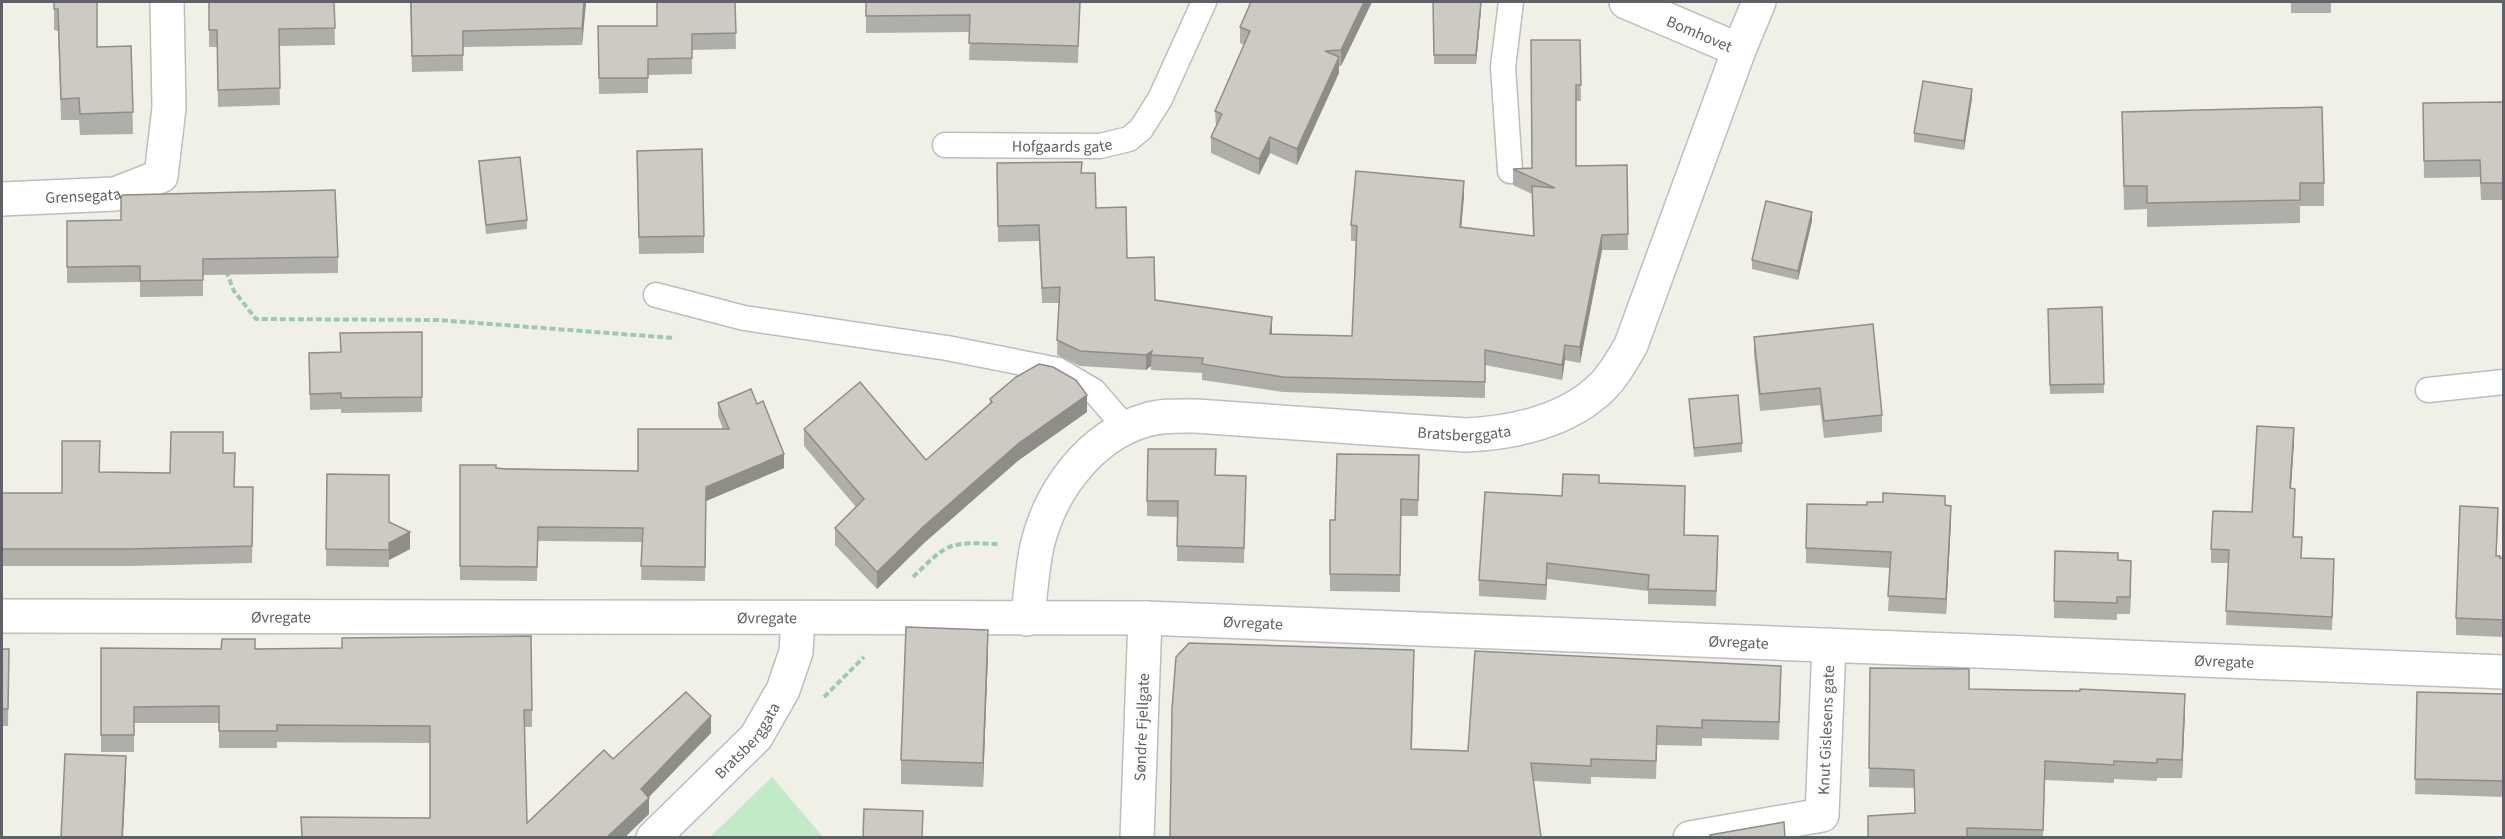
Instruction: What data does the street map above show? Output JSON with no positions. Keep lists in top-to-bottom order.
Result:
{
  "streets": {
    "street": [
      "Bomhovet",
      "Grensegata",
      "Bratsberggata",
      "Øvregate",
      "Søndre Fjellgate",
      "Knut Gislesens gate"
    ],
    "lane": ["Hofgaards gate"]
  },
  "crossings": [
    ["Bomhovet", "Bratsberggata"],
    ["Bratsberggata", "Øvregate"],
    ["Øvregate", "Søndre Fjellgate"],
    ["Øvregate", "Knut Gislesens gate"]
  ]
}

┄┄┄┄┄┄┄┄┄┄┄┄┄┄┄┄┄┄┄┄

■ Task goal:
Copy out the lines above unchanged. Skip the images.

■ Result:
Instruction: What data does the street map above show? Output JSON with no positions. Keep lists in top-to-bottom order.
Result:
{
  "streets": {
    "street": [
      "Bomhovet",
      "Grensegata",
      "Bratsberggata",
      "Øvregate",
      "Søndre Fjellgate",
      "Knut Gislesens gate"
    ],
    "lane": ["Hofgaards gate"]
  },
  "crossings": [
    ["Bomhovet", "Bratsberggata"],
    ["Bratsberggata", "Øvregate"],
    ["Øvregate", "Søndre Fjellgate"],
    ["Øvregate", "Knut Gislesens gate"]
  ]
}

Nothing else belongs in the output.